Buffer number one ("\1") holds the first matched sequence, ([0-9]+); buffer number two ("\2") holds the second, ([A-Za-z]+).

Tools vary in the number of backreference they can hold. The more common tools (like sed and grep) hold nine, but Python can hold up to ninety-nine. Perl is limited only by the amount of physical memory (which, for all practical purposes, means you can have as many as you want). Perl also lets you assign the buffer number to an ordinary scalar variable ($1, $2, etc.) so you can use it later on in the code block.

Perl and Regular Expressions

Perl has evolved over the years into a flexible and sophisticated language capable of just about any programming task; including such "low-level language jobs" as large-scale application development and graphical user interface design. Still, there's no denying that it continues to dominate the field in the task for which it was originally designed: text manipulation. (Perl, as you may know, stands for "Practical Extraction and Report Language"). Part of the reason it's so good at text manipulation comes from the fact that it has the most extensive support for regular expressions of any tool out there.

If you're a programmer who's new to regular expressions, you can probably imagine the advantage of using Perl as a regex "wrapper." As a full-blown programming language, Perl allows you to embed regular expressions in file tests, control loops, output formats, and everything else. Even if you're not a programmer, you can still use Perl and to enhance the capability of your regular expressions considerably.

Let me end with a brief code fragment which illustrates how one might use Perl to automate a text-manipulation task. This code uncompresses a file specified on the command line, runs a search-and-replace on the file, and then re-compresses it.

#!/usr/bin/perl -w

$file = $ARGV[0];

system( "uncompress $file" );

open( CURRENTFILE, "$file");

open( OUTFILE, ">outfile" );

while ( <CURRENTFILE> ) {

$_ =~ s/ he / she /g;

print OUTFILE $_;

}

close( CURRENTFILE );

close( OUTFILE );

This program, like Perl itself, combines the strengths of the shell with the power of regular expressions. The heart of the program is the while ( <CURRENTFILE> ) loop, which tells the Perl interpreter to iterate through the file represented by the CURRENTFILE filehandle, making the specified substitution of "she" for "he" on each line. Outside the loop, we use the system() function to pass a command string to the shell.

A simple example, but one which gains significant utility when we expand the number of shell commands and the number of potential files.

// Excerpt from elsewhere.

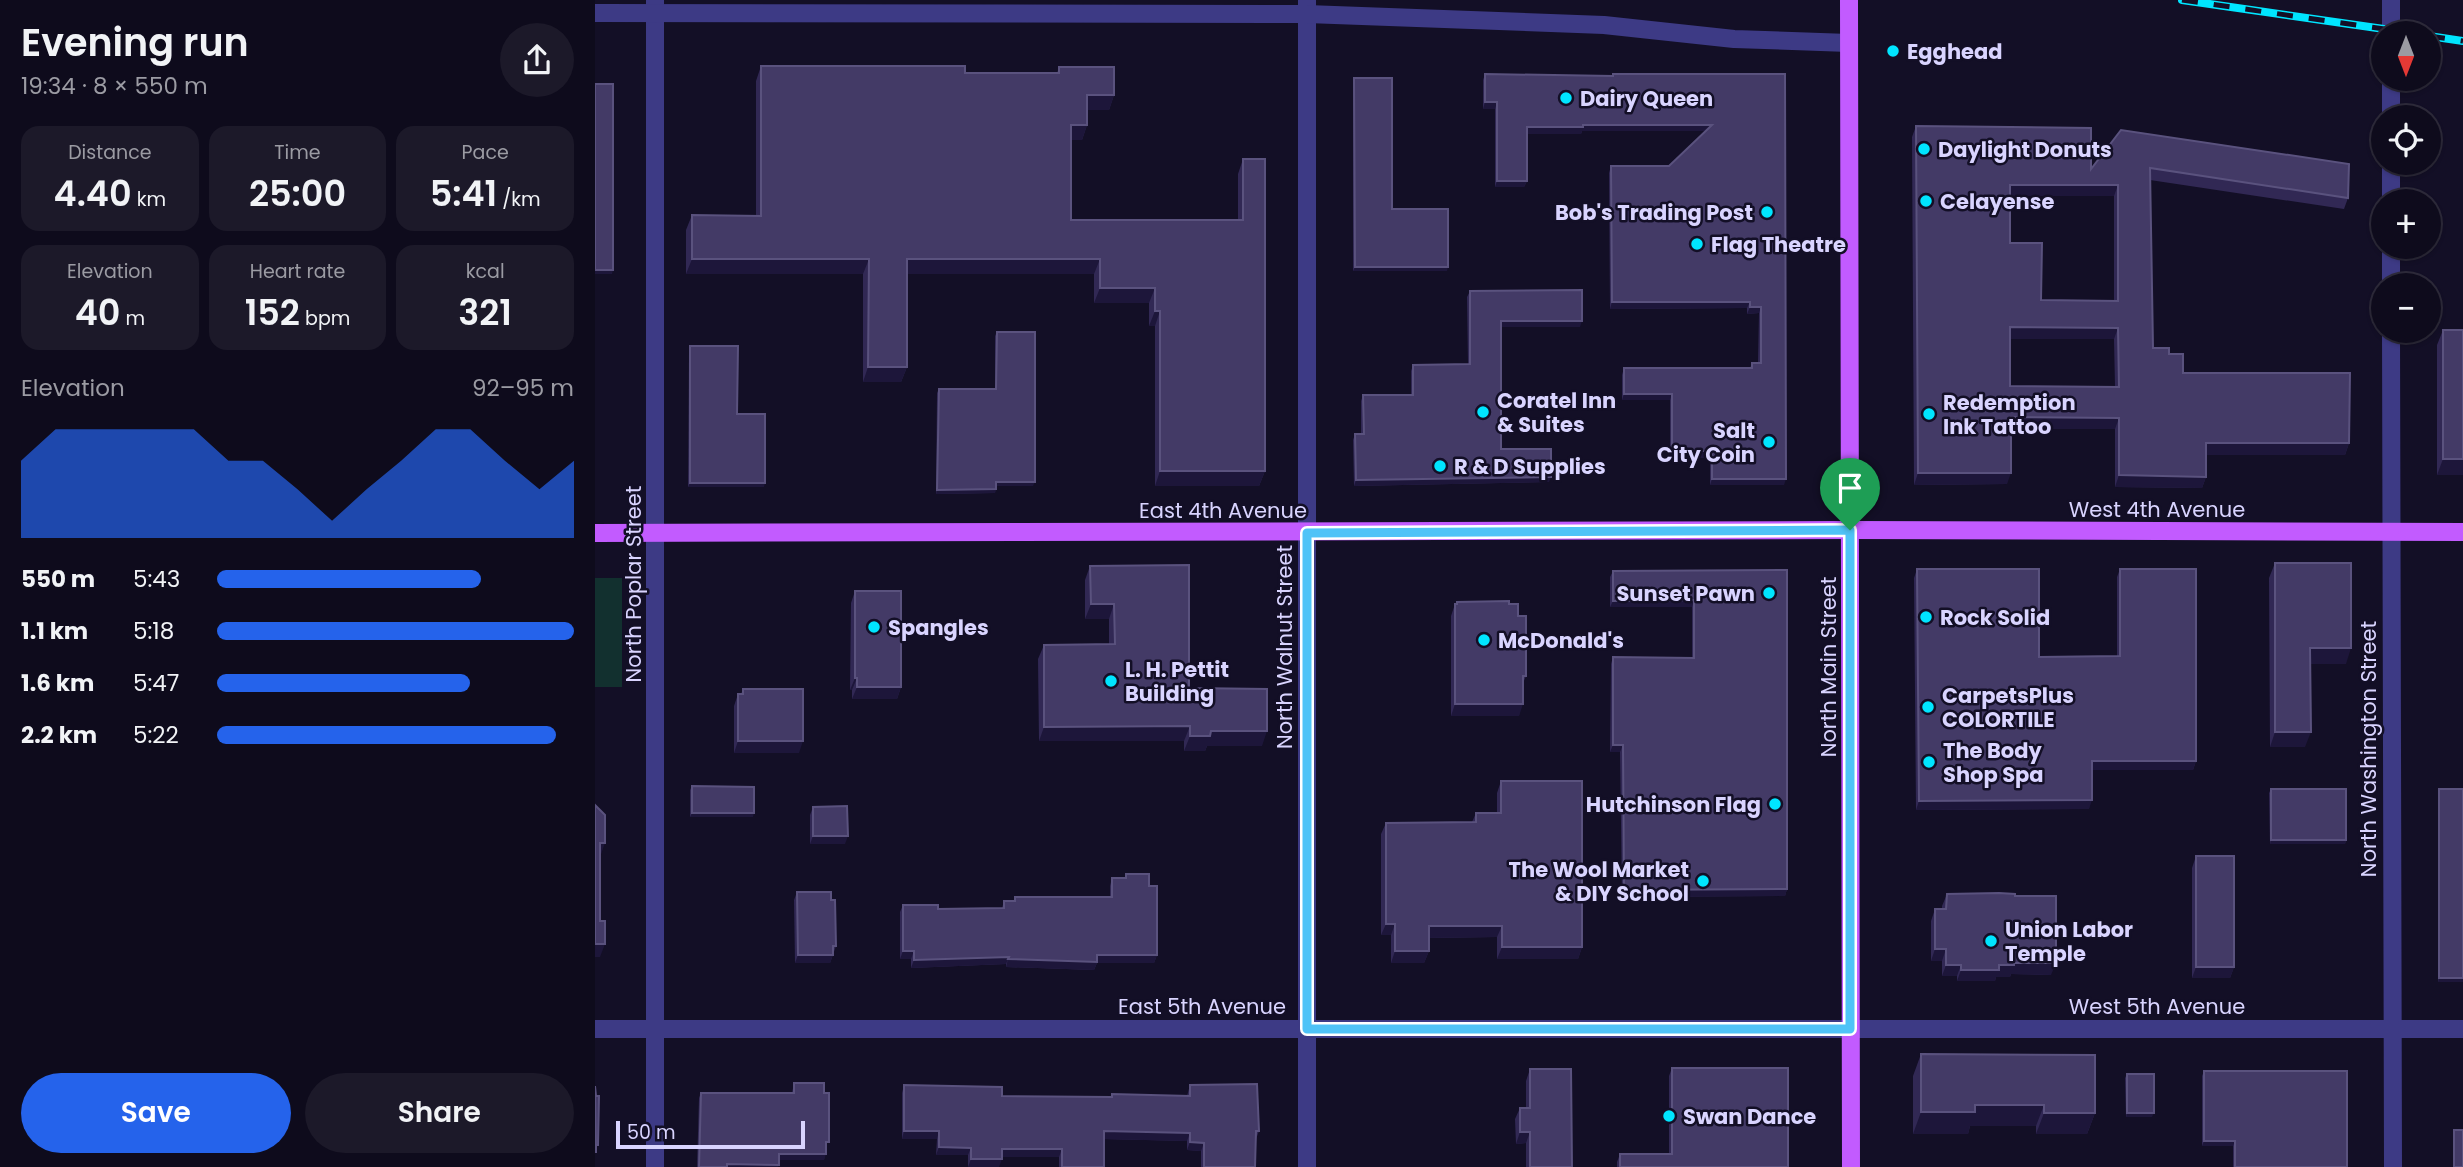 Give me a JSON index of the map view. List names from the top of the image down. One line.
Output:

We might, for example, read an entire directory using readdir(), test for the presence of the ".Z" suffix (using a regex, of course), load those files into an array, and then iterate through each file in the array.

Perl also allows you to match on a string, save it into a buffer, evaluate the contents of that buffer, and perform a computation upon it. So for example, you might match on "page n" save the contents of n into a buffer as $1, and then use an expression like "$newnumber += $1" to increment the value of the page number by one.

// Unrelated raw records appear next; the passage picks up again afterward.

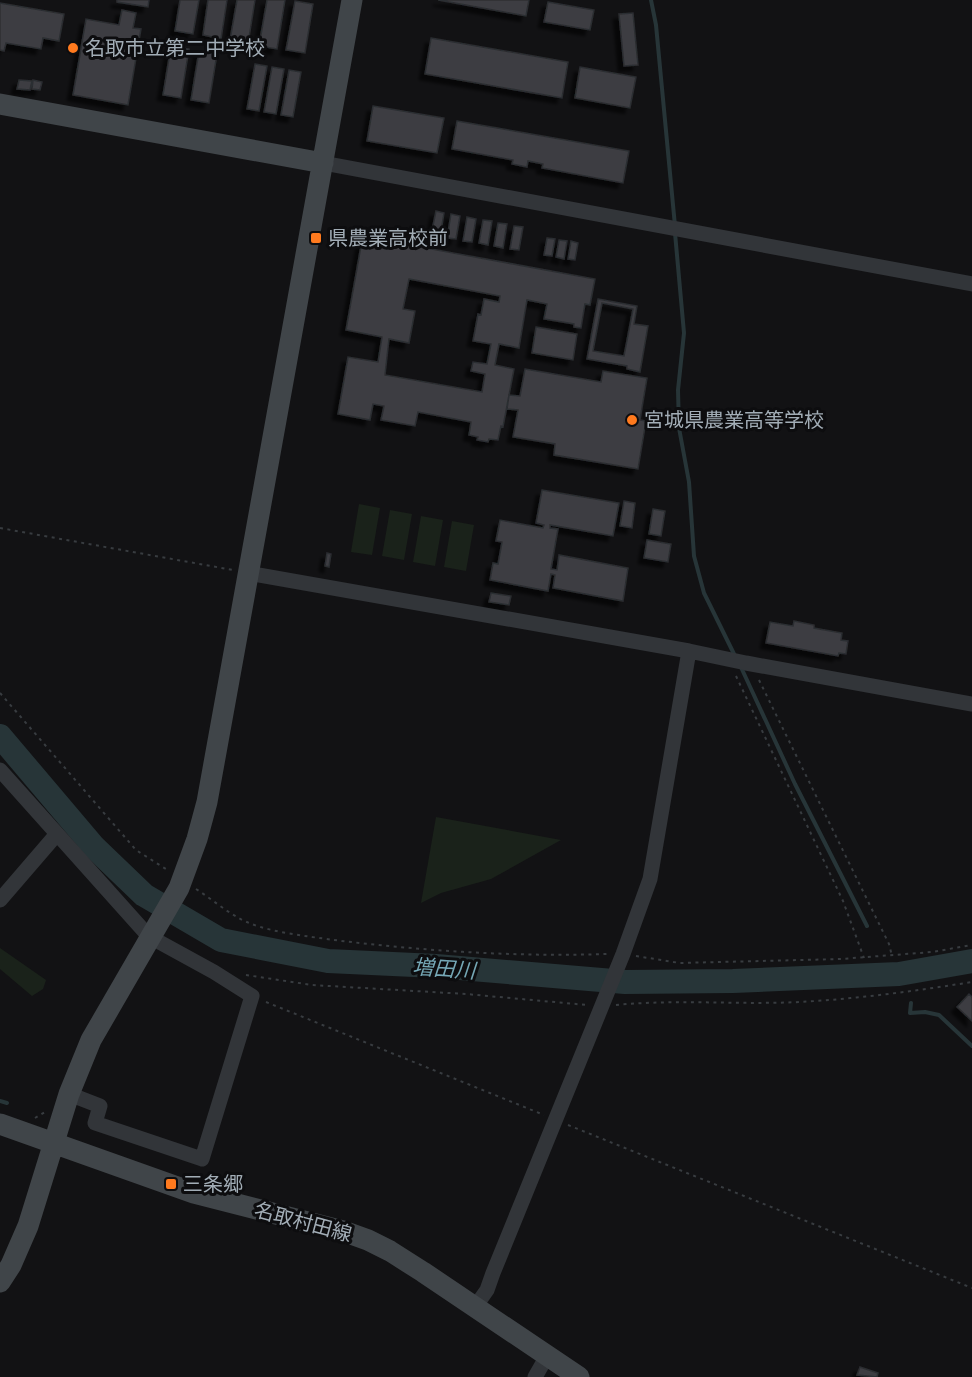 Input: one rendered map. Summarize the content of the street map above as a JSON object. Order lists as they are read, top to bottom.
{
  "streets": {
    "street": ["名取村田線"]
  },
  "water": ["増田川"],
  "places": {
    "other": ["名取市立第二中学校", "宮城県農業高等学校"],
    "transit": ["県農業高校前", "三条郷"]
  }
}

Where can I get more information on regular expressions?

If you're looking for a book to read, you want Mastering Regular Expressions by Jeffrey E. F. Freidl (published by O'Reilly & Associates, Inc.). Friedl's book serves both as an extremely detailed tutorial and as an extremely detailed reference work on regular expression syntax. Get through this book, and you can consider yourself a serious expert on text manipulation in Unix.

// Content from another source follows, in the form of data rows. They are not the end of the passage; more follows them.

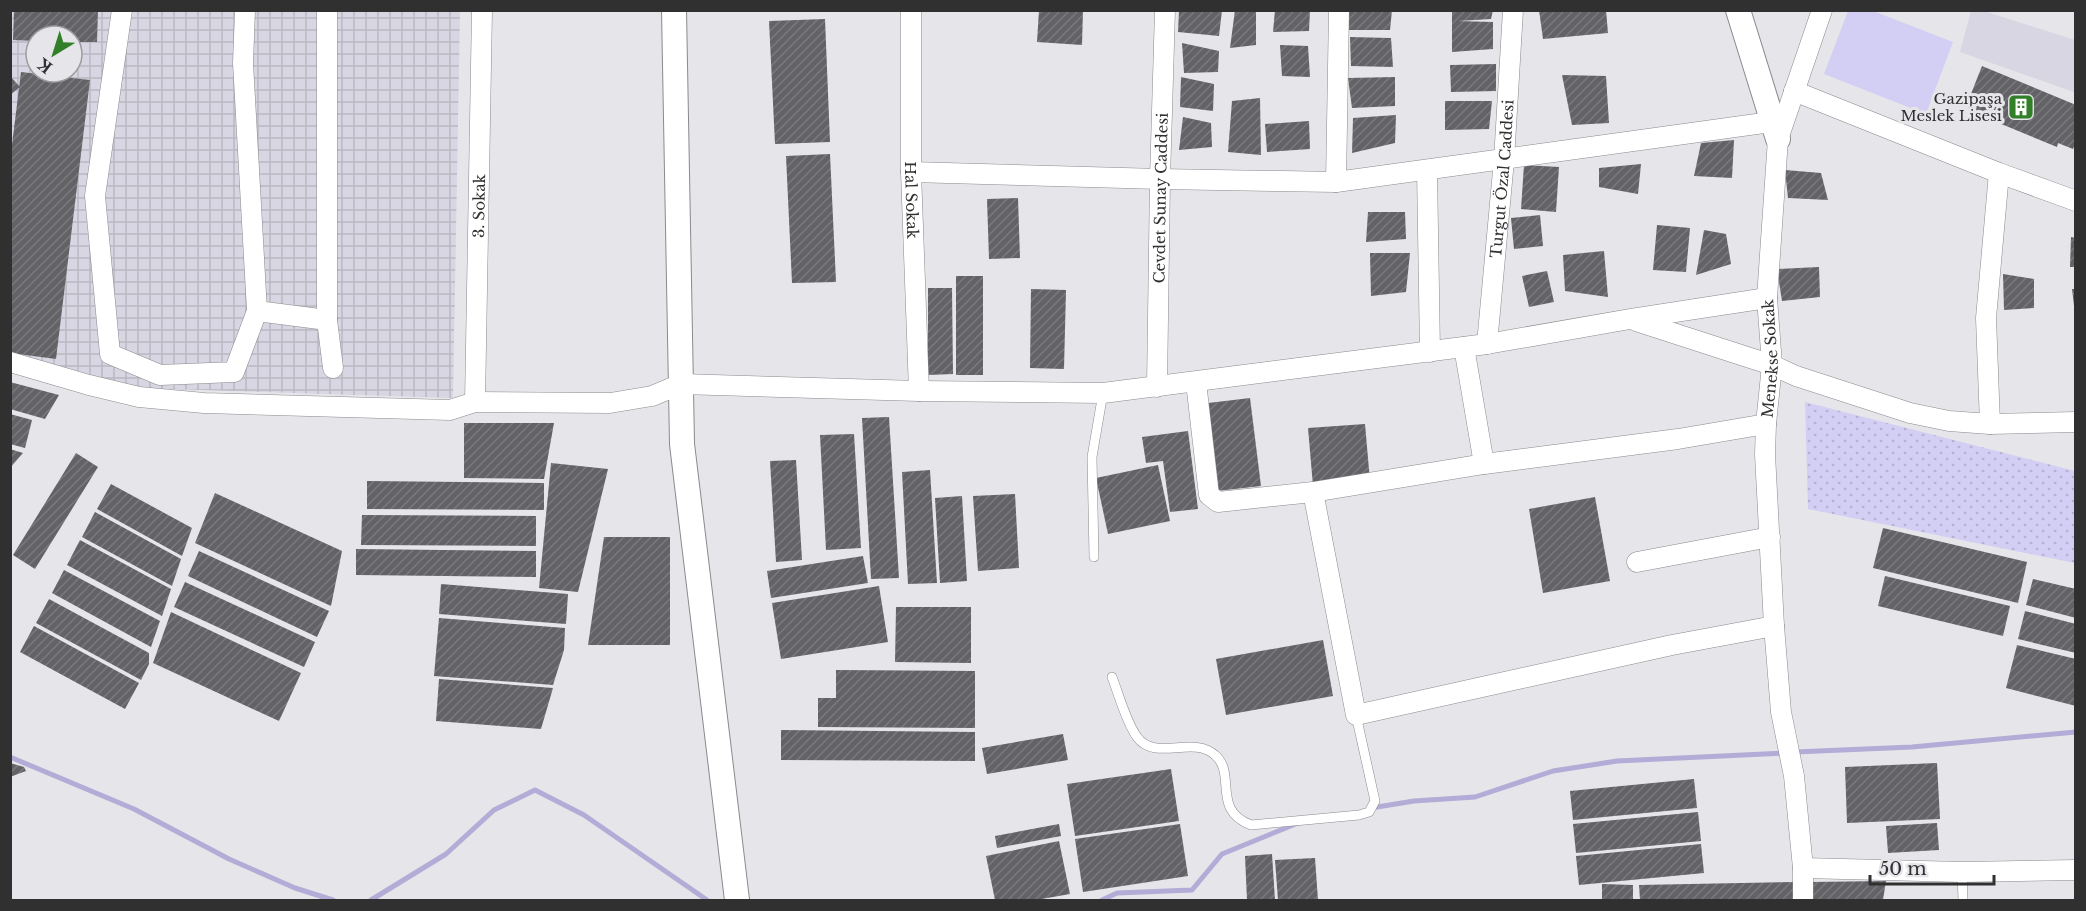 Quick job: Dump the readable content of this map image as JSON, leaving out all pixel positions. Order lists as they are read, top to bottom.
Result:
{
  "streets": {
    "street": [
      "Turgut Özal Caddesi",
      "Cevdet Sunay Caddesi",
      "Hal Sokak",
      "3. Sokak",
      "Menekse Sokak"
    ]
  },
  "places": {
    "building": ["Gazipaşa Meslek Lisesi"]
  },
  "scale_bar": "50 m",
  "north": "bottom left"
}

Man pages and other forms of documentation abound for the tools which support regular expressions. The regex documentation for Perl is included with the distribution and can be found in "perlre.pod," but there are also versions of the documentation in Tex, html, pdf, and ascii format (visit CPAN, the Comprehensive Perl Archive Network for details).

If you're interested in regex libraries, you may want to check out GNU's regex package, available via ftp at ftp.gnu.org.

There are also a number of introductions to and summaries of regular expression syntax on the web. A search for "regular expressions" through any of the major web-based search engines should turn up dozens of them.